DW: The most important trend is that companies are just starting to understand that Customer Success is not the job of one role. Instead, teams are breaking down silos and working together to guide the customer journey. I recently read an article from McKinsey called From Touchpoints to Journeys: Seeing the World as Customers Do. McKinsey shares that even when you provide great customer-facing services like training and support if you don’t guide customers along the journey it is actually a huge detriment to their experience and satisfaction. So break down the silos. You can no longer have great products and services and then hope customers know when to use them.

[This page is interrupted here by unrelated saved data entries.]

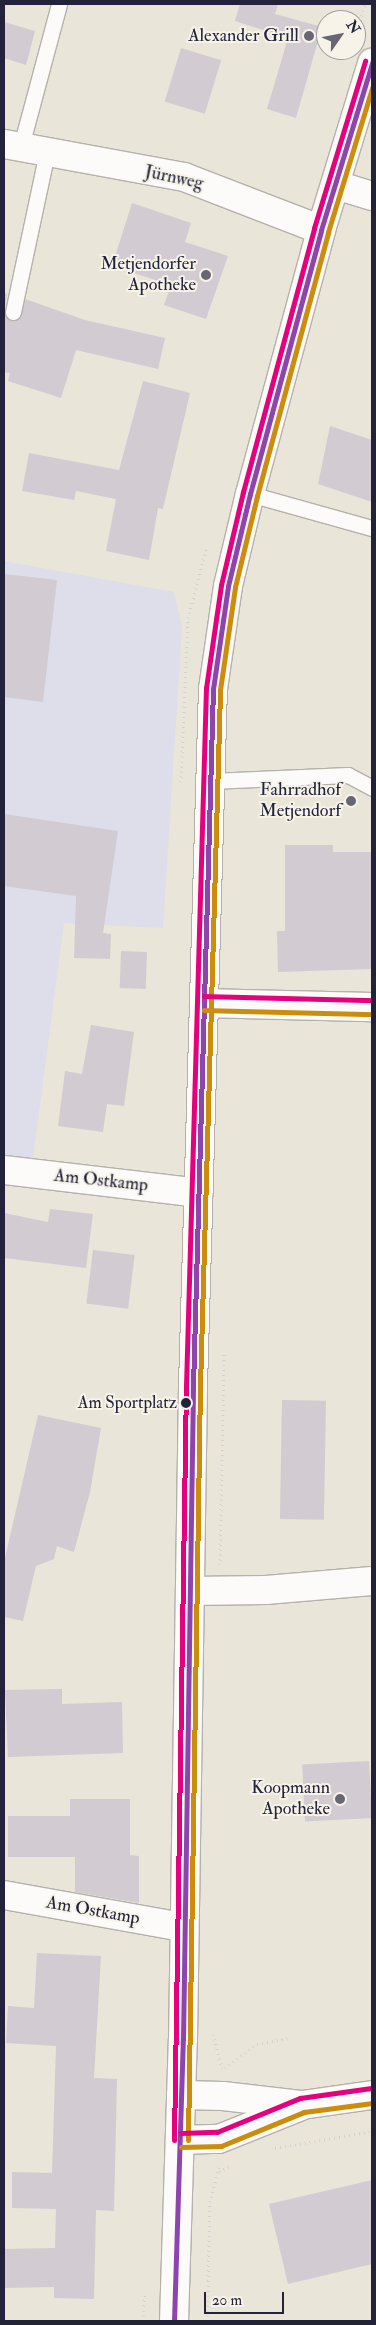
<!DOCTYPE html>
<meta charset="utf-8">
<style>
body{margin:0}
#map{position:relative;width:376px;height:2325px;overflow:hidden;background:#e9e5d8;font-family:"IM FELL Double Pica",serif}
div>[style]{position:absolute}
.built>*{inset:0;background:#dddeea}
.building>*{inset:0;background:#d2cbd2;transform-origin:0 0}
.path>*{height:3px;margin-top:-1.5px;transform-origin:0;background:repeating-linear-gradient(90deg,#d4d2d0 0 1px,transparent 0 5px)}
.roads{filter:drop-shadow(1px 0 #b4b1ab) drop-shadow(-1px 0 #b4b1ab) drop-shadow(0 1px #b4b1ab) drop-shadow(0 -1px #b4b1ab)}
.service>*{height:15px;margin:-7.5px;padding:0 7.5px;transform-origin:7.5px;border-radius:7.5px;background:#fcfbf9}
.minor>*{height:28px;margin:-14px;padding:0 14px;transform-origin:14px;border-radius:14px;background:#fcfbf9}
.tertiary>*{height:28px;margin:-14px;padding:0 14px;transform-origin:14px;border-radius:14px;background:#fcfbf9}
.secondary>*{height:28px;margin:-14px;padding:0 14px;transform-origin:14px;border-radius:14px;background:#fcfbf9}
.bus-1>*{height:5px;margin:-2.5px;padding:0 2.5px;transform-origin:2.5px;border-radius:2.5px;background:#8e44ad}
.bus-2>*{height:5px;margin:-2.5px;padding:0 2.5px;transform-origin:2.5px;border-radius:2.5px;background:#cc8c0c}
.bus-3>*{height:5px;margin:-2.5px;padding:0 2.5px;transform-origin:2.5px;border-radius:2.5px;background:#e5007d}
.dots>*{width:14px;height:14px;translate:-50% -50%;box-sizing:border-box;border:2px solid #f7f3e8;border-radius:50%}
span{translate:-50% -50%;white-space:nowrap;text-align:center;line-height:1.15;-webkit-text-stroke:4px #f7f3e8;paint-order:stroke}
.bus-label{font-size:17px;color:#22223b}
.right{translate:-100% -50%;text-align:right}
.poi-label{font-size:18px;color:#22223b}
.street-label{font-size:18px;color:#22223b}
.frame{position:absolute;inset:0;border:5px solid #22223b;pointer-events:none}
.north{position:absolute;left:316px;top:10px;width:50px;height:50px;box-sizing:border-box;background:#f7f3e8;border:1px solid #a29fa3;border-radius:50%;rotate:57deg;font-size:14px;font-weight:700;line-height:20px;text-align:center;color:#22223b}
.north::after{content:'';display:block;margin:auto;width:18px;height:22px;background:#686672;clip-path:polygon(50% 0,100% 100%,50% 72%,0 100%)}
.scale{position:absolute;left:204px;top:2292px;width:80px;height:22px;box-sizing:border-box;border:2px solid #22223b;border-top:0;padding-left:6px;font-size:15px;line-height:18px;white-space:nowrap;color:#22223b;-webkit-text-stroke:4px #f7f3e8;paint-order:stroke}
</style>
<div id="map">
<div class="built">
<i style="clip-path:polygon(4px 561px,174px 592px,182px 627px,163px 928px,64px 923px,33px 1158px,4px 1154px)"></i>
</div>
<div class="building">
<i style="clip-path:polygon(240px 4px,278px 4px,275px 14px,322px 27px,296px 118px,267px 109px,288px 38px,235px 21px)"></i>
<i style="clip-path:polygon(4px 22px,35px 31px,26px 65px,4px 58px)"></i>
<i style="left:181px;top:48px;width:42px;height:56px;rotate:17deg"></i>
<i style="clip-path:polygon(132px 203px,191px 223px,185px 242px,228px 256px,206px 319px,164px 305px,171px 285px,112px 266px)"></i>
<i style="clip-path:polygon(4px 293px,7px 294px,4px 314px,11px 321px,20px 318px,25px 299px,85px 320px,165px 338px,158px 369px,76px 350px,61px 398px,8px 381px,10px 373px,4px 372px)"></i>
<i style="clip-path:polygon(143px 381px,190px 393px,163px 509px,158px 508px,149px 560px,106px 551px,116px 499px,76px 491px,74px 500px,22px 491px,29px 453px,119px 470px)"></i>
<i style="clip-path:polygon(330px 426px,372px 440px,372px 502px,318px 484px)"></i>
<i style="clip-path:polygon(4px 574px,57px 580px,43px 702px,4px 697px)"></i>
<i style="clip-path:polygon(4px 814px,118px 831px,103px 933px,111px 934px,110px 959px,74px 958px,76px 896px,4px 886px)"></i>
<i style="clip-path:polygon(285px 845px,333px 845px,333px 852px,372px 852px,372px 969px,278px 972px,277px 931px,285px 931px)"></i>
<i style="left:121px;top:951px;width:26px;height:37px;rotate:2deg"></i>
<i style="clip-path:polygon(91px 1025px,134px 1032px,124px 1106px,107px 1104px,103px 1132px,58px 1126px,65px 1071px,82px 1074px)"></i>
<i style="clip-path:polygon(50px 1209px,93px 1214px,86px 1268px,4px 1258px,4px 1213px,48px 1222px)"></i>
<i style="left:93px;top:1250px;width:42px;height:54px;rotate:7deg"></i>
<i style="left:282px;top:1400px;width:44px;height:119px;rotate:1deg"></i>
<i style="clip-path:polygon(38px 1415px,101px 1428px,90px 1492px,74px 1552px,57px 1546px,54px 1559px,36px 1566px,23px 1621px,4px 1617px,4px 1562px)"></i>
<i style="clip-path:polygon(62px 1689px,62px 1704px,122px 1702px,123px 1753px,8px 1757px,5px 1690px)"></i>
<i style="left:369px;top:1761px;width:57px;height:67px;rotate:87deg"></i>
<i style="clip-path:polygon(70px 1799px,130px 1799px,130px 1855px,139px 1856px,139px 1903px,75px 1892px,75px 1857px,8px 1857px,8px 1816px,70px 1816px)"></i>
<i style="clip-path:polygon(37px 1953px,101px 1956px,94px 2078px,117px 2079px,114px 2211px,96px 2210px,94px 2299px,54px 2298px,54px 2287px,4px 2288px,4px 2249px,55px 2248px,56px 2209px,12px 2208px,12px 2172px,52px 2173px,56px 2046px,6px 2043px,8px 2006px,34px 2008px)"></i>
<i style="clip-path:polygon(372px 2180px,372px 2264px,288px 2284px,269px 2204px)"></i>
</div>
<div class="path">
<i style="left:356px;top:35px;width:32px;rotate:-74deg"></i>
<i style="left:181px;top:782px;width:164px;rotate:-87.6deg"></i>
<i style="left:188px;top:618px;width:71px;rotate:-75.4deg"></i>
<i style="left:220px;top:1565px;width:214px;rotate:-88.9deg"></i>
<i style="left:213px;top:2034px;width:35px;rotate:75deg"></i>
<i style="left:225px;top:2068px;width:40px;rotate:-37deg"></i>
<i style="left:257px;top:2044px;width:33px;rotate:-11deg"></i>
<i style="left:275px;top:2148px;width:98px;rotate:-9.9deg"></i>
<i style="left:219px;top:2172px;width:14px;rotate:-30deg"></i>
<i style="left:143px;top:2321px;width:26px;rotate:-86deg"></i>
<i style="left:207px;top:2321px;width:119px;rotate:-88.6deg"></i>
<i style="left:210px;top:2202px;width:36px;rotate:-76deg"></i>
</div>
<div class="roads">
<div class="service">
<i style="left:21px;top:146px;width:147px;rotate:-75deg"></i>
<i style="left:13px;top:312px;width:164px;rotate:-78deg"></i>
<i style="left:250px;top:494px;width:127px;rotate:15.6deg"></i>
<i style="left:211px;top:781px;width:137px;rotate:-2.5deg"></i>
<i style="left:348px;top:775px;width:27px;rotate:28deg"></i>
</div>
<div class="minor">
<i style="left:4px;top:144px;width:183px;rotate:10.4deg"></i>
<i style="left:184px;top:177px;width:147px;rotate:21.1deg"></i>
<i style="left:336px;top:185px;width:38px;rotate:17deg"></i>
<i style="left:204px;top:1003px;width:168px;rotate:1.4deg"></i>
<i style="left:4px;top:1170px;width:196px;rotate:6.7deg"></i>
<i style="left:190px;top:1591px;width:76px;rotate:-0.8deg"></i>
<i style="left:266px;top:1590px;width:106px;rotate:-4.9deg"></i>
<i style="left:4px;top:1895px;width:181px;rotate:10.2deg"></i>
</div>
<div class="tertiary">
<i style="left:181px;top:2095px;width:42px;rotate:1.4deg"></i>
<i style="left:223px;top:2096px;width:80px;rotate:6.5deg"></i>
<i style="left:302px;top:2105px;width:71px;rotate:-8.1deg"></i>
<i style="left:181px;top:2140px;width:38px;rotate:-2deg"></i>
<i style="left:219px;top:2139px;width:88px;rotate:-21.9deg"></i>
</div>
<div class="secondary">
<i style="left:174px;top:2321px;width:282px;rotate:-88.2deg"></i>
<i style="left:183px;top:2039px;width:653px;rotate:-89.12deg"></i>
<i style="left:193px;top:1386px;width:697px;rotate:-88.36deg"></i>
<i style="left:213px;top:689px;width:104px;rotate:-81.7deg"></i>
<i style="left:228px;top:586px;width:95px;rotate:-76.6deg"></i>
<i style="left:250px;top:494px;width:273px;rotate:-74.9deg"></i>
<i style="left:321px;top:230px;width:175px;rotate:-73deg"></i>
</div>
</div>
<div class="bus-1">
<i style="left:174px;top:2321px;width:282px;rotate:-88.2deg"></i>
<i style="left:183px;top:2039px;width:653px;rotate:-89.12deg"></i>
<i style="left:193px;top:1386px;width:697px;rotate:-88.36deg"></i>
<i style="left:213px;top:689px;width:104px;rotate:-81.7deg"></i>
<i style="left:228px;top:586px;width:95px;rotate:-76.6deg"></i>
<i style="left:250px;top:494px;width:273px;rotate:-74.9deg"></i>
<i style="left:321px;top:230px;width:175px;rotate:-73deg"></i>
</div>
<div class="bus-2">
<i style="left:204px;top:1010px;width:168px;rotate:1.4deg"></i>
<i style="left:188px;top:2140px;width:754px;rotate:-89.09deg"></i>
<i style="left:200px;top:1386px;width:696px;rotate:-88.35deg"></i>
<i style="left:220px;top:690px;width:104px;rotate:-81.7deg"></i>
<i style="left:235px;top:587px;width:94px;rotate:-76.4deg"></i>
<i style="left:257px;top:496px;width:273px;rotate:-74.9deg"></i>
<i style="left:328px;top:232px;width:151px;rotate:-73deg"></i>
<i style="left:181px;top:2147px;width:40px;rotate:-1.4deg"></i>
<i style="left:221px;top:2146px;width:90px;rotate:-22.3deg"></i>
<i style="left:304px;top:2112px;width:69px;rotate:-7.5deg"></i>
</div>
<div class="bus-3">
<i style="left:204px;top:996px;width:168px;rotate:1.4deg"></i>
<i style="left:181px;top:2133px;width:36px;rotate:-2deg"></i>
<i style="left:217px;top:2132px;width:90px;rotate:-22.3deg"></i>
<i style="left:300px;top:2098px;width:72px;rotate:-8deg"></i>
<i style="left:174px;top:2140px;width:754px;rotate:-89.09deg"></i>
<i style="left:186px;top:1386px;width:698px;rotate:-88.36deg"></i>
<i style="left:206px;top:688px;width:104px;rotate:-81.7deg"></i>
<i style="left:221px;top:585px;width:96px;rotate:-76.7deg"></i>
<i style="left:243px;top:492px;width:273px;rotate:-74.9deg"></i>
<i style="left:314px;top:228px;width:175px;rotate:-73deg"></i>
</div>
<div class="dots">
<i style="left:309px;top:36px;background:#686672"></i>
<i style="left:206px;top:275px;background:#686672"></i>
<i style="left:351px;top:801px;background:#686672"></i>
<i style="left:186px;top:1403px;background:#22223b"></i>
<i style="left:340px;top:1799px;background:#686672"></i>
</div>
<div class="bus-label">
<span class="right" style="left:177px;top:1403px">Am Sportplatz</span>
</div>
<div class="poi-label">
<span class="right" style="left:299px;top:36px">Alexander Grill</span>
<span class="right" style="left:196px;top:275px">Metjendorfer<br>Apotheke</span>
<span class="right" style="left:341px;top:801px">Fahrradhof<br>Metjendorf</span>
<span class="right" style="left:330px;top:1799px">Koopmann<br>Apotheke</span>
</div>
<div class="street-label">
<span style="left:174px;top:178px;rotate:12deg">Jürnweg</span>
<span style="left:101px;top:1181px;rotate:6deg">Am Ostkamp</span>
<span style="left:93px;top:1911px;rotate:10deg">Am Ostkamp</span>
</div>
<div class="frame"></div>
<div class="north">N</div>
<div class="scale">20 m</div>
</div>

CC: What is your biggest prediction for the Customer Education industry in 2019?
DW: I’m on the board of the Customer Education Management Association, and at our Fall Training Leadership conference in Boston, many presenters talked about this same trend of breaking down silos. There is a saying, “We’re all in Sales.” Well, now we’re all in Customer Success, and Customer Education needs to join the Customer Success framework. As a result, Customer Education might seem less visible, because it’s no longer about specific courses. Instead, it’s about customer enablement. The opportunity here is that Customer Education can lead the way. Since Customer Education has been enabling customers a lot longer than Customer Success has been around, Customer Education leaders can be the conductors orchestrating the seamless customer experience across the company.
About Donna Weber:
As the founder of Springboard Solutions, Donna is passionate about engaging customers and specializes in the post-sales customer success journey. With over 20 years’ experience, she has a proven track record helping hi-tech firms create customers for life. Her clients range from start ups to well-established large companies, with a focus on the open source and SaaS arena. Colleagues know Donna as a leader who makes a difference.
Donna is also a principal with Kickstart Alliance, a B2B leadership and operational consulting team, leading the Customer Success practice.
When she’s not springboarding customers to success, you might find her white water kayaking the rivers of California and beyond.